Although demand has risen fast, supply is lagging behind as a result of the pandemic slump and the resulting dislocation of supply chains. More demand with less supply is inevitably pushing up prices. In Ireland, Brexit has added another layer of disruption, pushing up the cost of many weekly items.

Energy prices are a particular pressure point. The temporary slump in energy prices as economies shut down wiped out some suppliers who had high costs of production. Other suppliers who remained in business have tried to recoup their pandemic losses by jacking up prices.

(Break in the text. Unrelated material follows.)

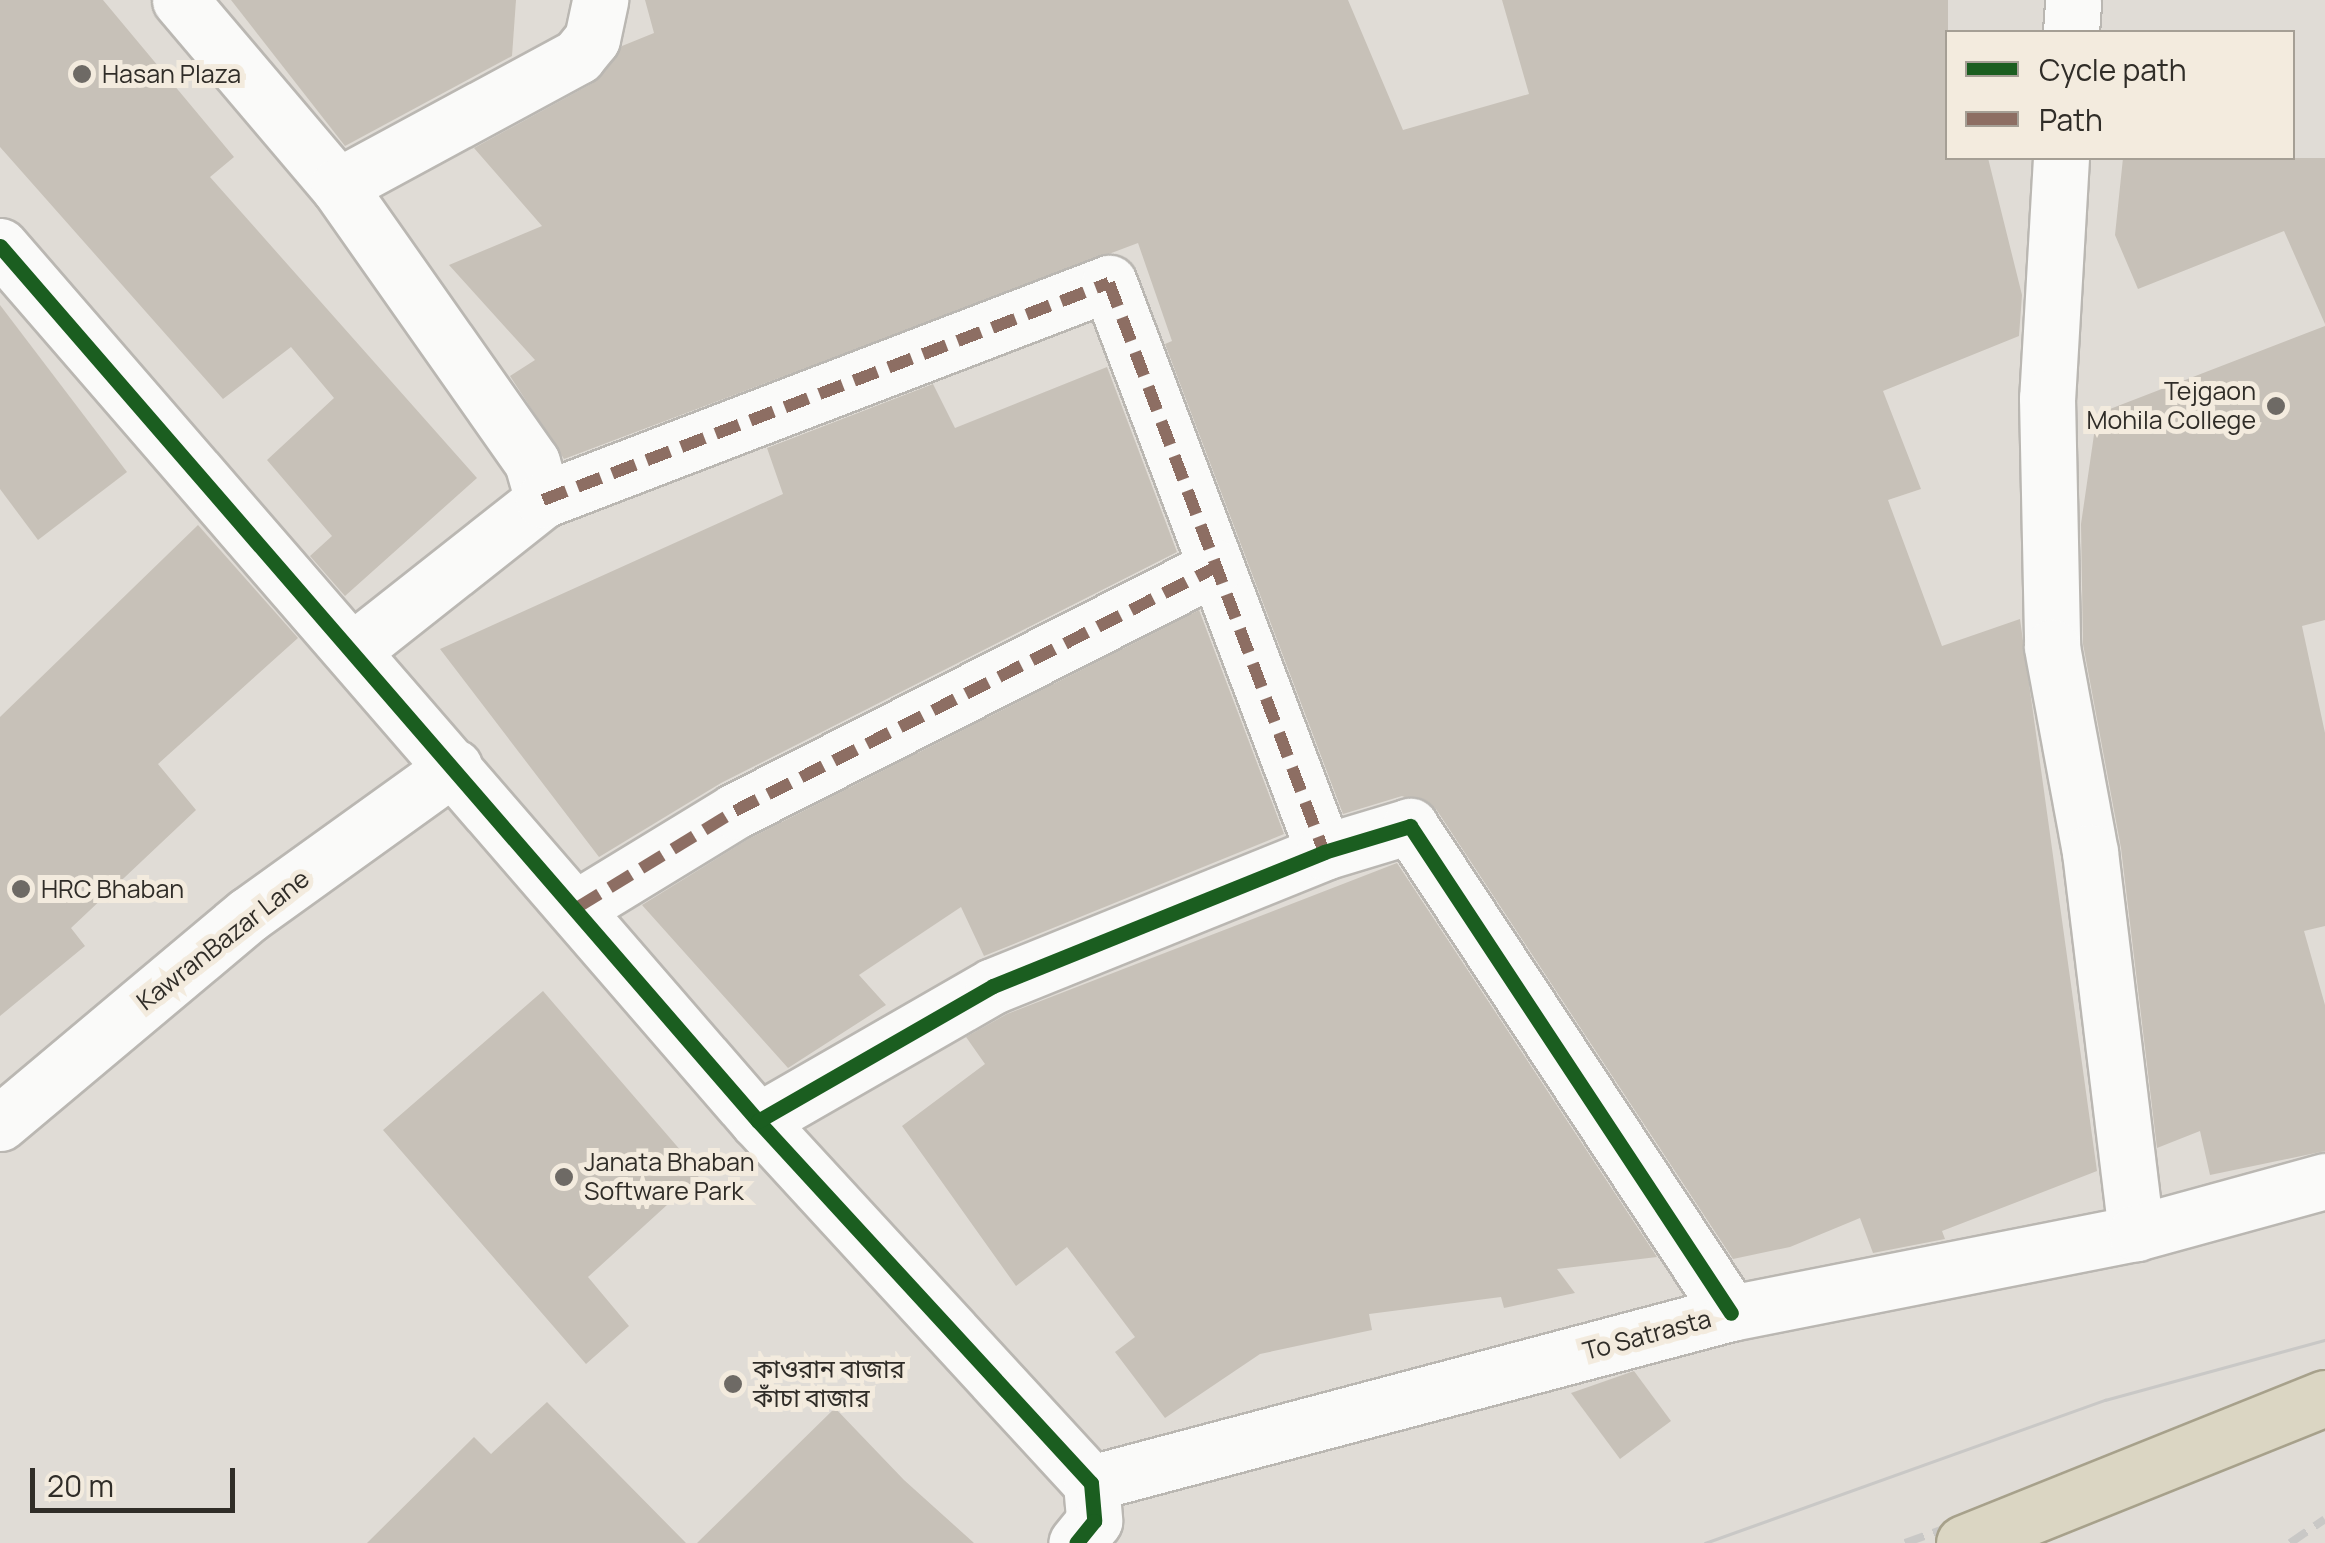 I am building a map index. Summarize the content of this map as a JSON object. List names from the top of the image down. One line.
{"streets":{"street":["KawranBazar Lane","To Satrasta"]},"places":["Hasan Plaza","Tejgaon Mohila College","HRC Bhaban","Janata Bhaban Software Park","কাওরান বাজার কাঁচা বাজার"],"legend":["Cycle path","Path"],"scale_bar":"20 m"}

Gas supplies are a special case. The high price of carbon has greatly increased demand from the electricity sector in Europe, as generators switch from coal to the less polluting fuel. There are limited sources of natural gas, and Russia has seen an opportunity to exploit its position as a swing supplier. So gas prices have soared.

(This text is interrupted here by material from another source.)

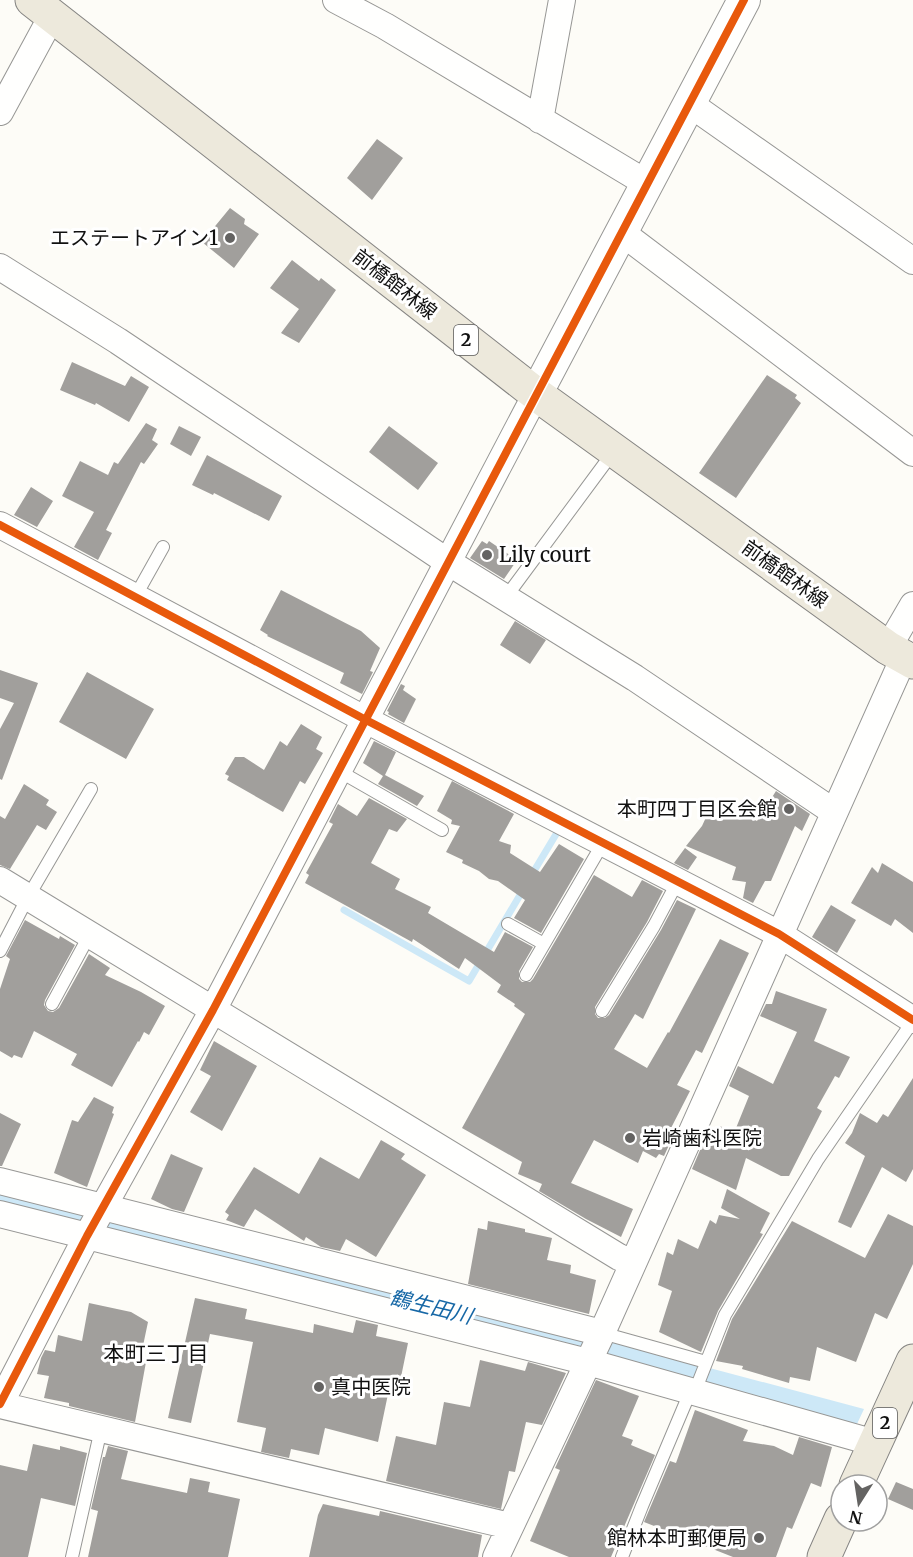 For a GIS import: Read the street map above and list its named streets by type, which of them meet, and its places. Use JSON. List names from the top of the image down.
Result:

So far, the ECB has taken the position that the shock to prices is temporary. It hasn’t seen the need to quickly raise interest rates to choke off inflationary pressures and prevent inflation becoming endemic.

After the end of the second World War, 1946-47 saw a surge in inflation across economies including the US, the UK and Ireland, driven by a similar combination of a savings-fuelled consumer boom, and of supply that was slow in responding.

As today, consumer spending had rebounded as households offloaded the exceptional level of savings accumulated in wartime. Supply remained constrained, until production and supply chains adjusted to peacetime circumstances. However, the surge in inflation proved temporary, with inflation returning to a low level in 1949. The ECB anticipates a similar outcome this time round.

In contrast, the inflationary effects of the energy price shock in the 1970s proved much more enduring. The rise in oil prices set off a chain reaction which resulted in exceptionally high rates of inflation in Ireland, the UK and other countries over the subsequent decade.

The effect of that energy price hike rendered a lot of inefficient capital equipment effectively obsolete. That had a long-term effect in inhibiting supply. Many central banks saw this as a temporary shock, not one with enduring consequences via restricted supply.

By failing to manage demand by raising interest rates, they enabled what might have been a temporary burst of inflation become more permanent.

Strong reputation

Today, the ECB’s strong reputation means it is expected that it will tackle the inflation problem and raise interest rates, even if that action may be somewhat delayed and higher inflation may last longer than expected. The ECB’s credibility that it will act is one reason we won’t repeat the inflation spree of the 1970s. But because economies have rebounded faster than expected, earlier action to raise interest rates may be warranted.

Isabel Schnabel of the ECB council has also warned, however, that the fight against climate change is expected to have a long-term impact on global supply. So, over the medium term, monetary policy needs to become tighter to counteract the potential impact on price stability.

Thus I would not be surprised to see interest rates beginning to rise over the coming 18 months, and stabilising well above their pre-pandemic level over the coming decade.